This enzyme has been remarkably conserved throughout evolution, with perfect conservation of active site residues across 292 MAT genes studied in bacteria and eukaryotes .

How does MAT1A expression differ from MAT2A, and what is their evolutionary relationship?

Humans possess two genes encoding methionine adenosyltransferase isoforms:

  • MAT1A - Encodes the catalytic subunit that forms MAT I (tetrameric) and MAT III (dimeric) holoenzymes

  • MAT2A - Encodes the catalytic subunit of MAT II

Evolutionary analysis suggests these genes resulted from a duplication event that occurred after the human lineage diverged from sea squirts (Urochordata) but before divergence from jawed vertebrates (Teleostomi), approximately 400-500 million years ago. The two human MAT genes encode amino acid sequences with approximately 85% identity .

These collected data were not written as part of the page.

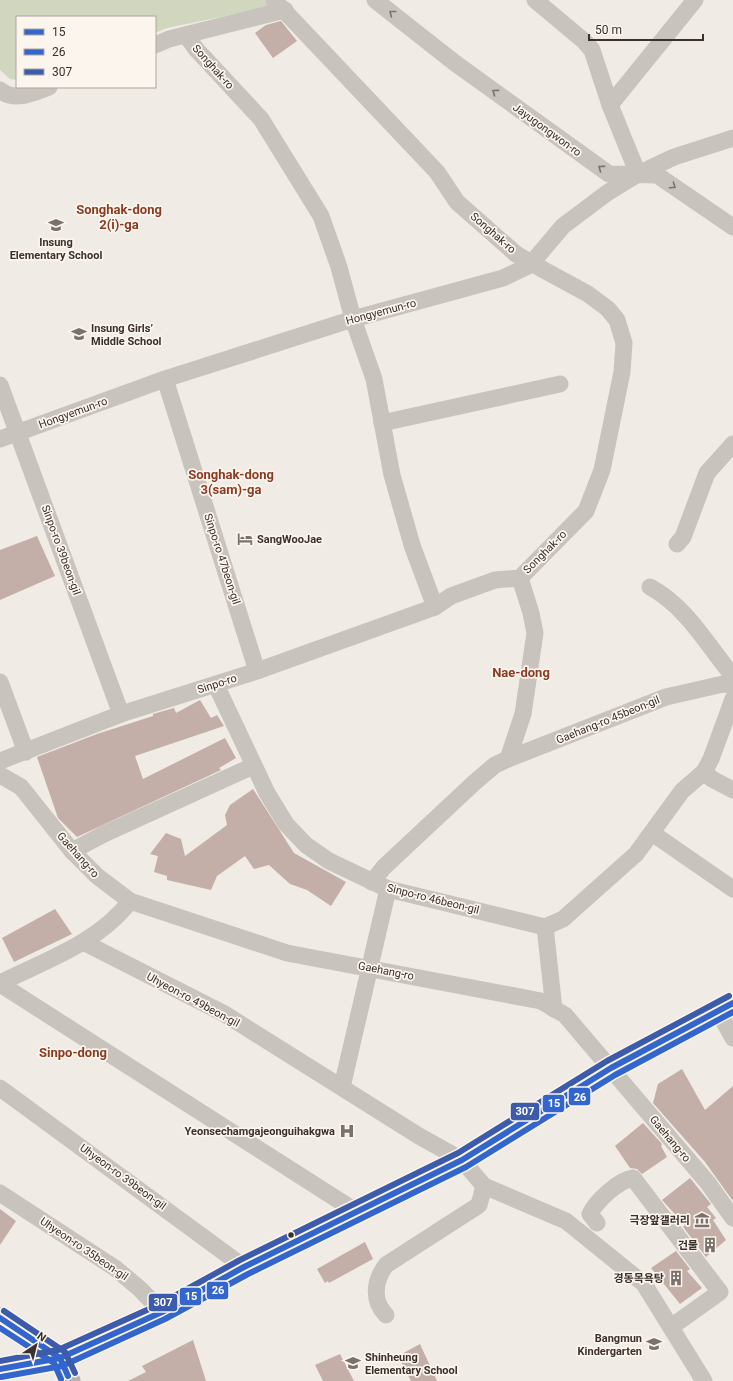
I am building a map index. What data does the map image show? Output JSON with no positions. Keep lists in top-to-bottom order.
{
  "streets": {
    "street": [
      "Songhak-ro",
      "Jayugongwon-ro",
      "Hongyemun-ro",
      "Sinpo-ro 39beon-gil",
      "Sinpo-ro 47beon-gil",
      "Sinpo-ro",
      "Gaehang-ro 45beon-gil",
      "Gaehang-ro",
      "Sinpo-ro 46beon-gil",
      "Uhyeon-ro 49beon-gil",
      "Uhyeon-ro 39beon-gil",
      "Uhyeon-ro 35beon-gil"
    ]
  },
  "crossings": [
    ["Songhak-ro", "Hongyemun-ro"],
    ["Songhak-ro", "Sinpo-ro"],
    ["Jayugongwon-ro", "Hongyemun-ro"],
    ["Hongyemun-ro", "Sinpo-ro 39beon-gil"],
    ["Hongyemun-ro", "Sinpo-ro 47beon-gil"],
    ["Sinpo-ro 39beon-gil", "Sinpo-ro"],
    ["Sinpo-ro 47beon-gil", "Sinpo-ro"],
    ["Sinpo-ro", "Sinpo-ro 46beon-gil"],
    ["Gaehang-ro 45beon-gil", "Sinpo-ro 46beon-gil"]
  ],
  "districts": [
    "Songhak-dong 2(i)-ga",
    "Songhak-dong 3(sam)-ga",
    "Nae-dong",
    "Sinpo-dong"
  ],
  "places": {
    "school or university": [
      "Insung Elementary School",
      "Insung Girls’ Middle School",
      "Bangmun Kindergarten",
      "Shinheung Elementary School"
    ],
    "hotel": ["SangWooJae"],
    "hospital": ["Yeonsechamgajeonguihakgwa"],
    "museum": ["극장앞갤러리"],
    "building": ["건물", "경동목욕탕"]
  },
  "lines": ["transit line 307", "transit line 15", "transit line 26"],
  "legend": ["15", "26", "307"],
  "scale_bar": "50 m",
  "north": "top right"
}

What methods are most effective for studying MAT1A expression and activity in different tissues?

Methodological approaches for studying MAT1A include:

  • Gene expression analysis:

    • qRT-PCR for quantifying MAT1A mRNA levels

    • RNA sequencing for comprehensive transcriptomic profiling

    • In situ hybridization for localization studies

  • Protein analysis:

    • Western blotting with MAT1A-specific antibodies

    • Immunohistochemistry for tissue localization

    • Proteomic approaches to identify interaction partners

  • Enzymatic activity assays:

    • Direct measurement of MAT activity in tissue extracts

    • Kinetic analysis to determine enzymatic parameters

    • Comparative analysis between hepatic and non-hepatic tissues to differentiate MAT I/III from MAT II activities

These methodologies enable comprehensive characterization of MAT1A expression patterns, helping researchers understand tissue-specific roles and developmental regulation of this critical enzyme.

What is the spectrum of MAT1A mutations identified in humans, and how do they impact enzyme function?

Over 70 variants (mutations) in the MAT1A gene have been identified in individuals with hypermethioninemia. These mutations can be categorized into several types:

  • Missense mutations - These substitute one amino acid for another in the methionine adenosyltransferase enzyme, typically reducing enzymatic efficiency. Examples include R264H, R264C, and G336R .

  • Nonsense and truncating mutations - These introduce premature stop signals, resulting in shortened, nonfunctional enzymes .

  • Splicing mutations - These affect normal transcript processing, leading to abnormal protein products .

The impact on enzyme function varies considerably:

  • Complete loss-of-function mutations typically cause severe elevations in plasma methionine

  • Missense mutations often result in partial enzyme activity with moderate methionine elevation

  • The dominant R264H mutation uniquely renders dimers formed between mutant and wild-type subunits inactive

What methodologies are most reliable for identifying and characterizing novel MAT1A mutations?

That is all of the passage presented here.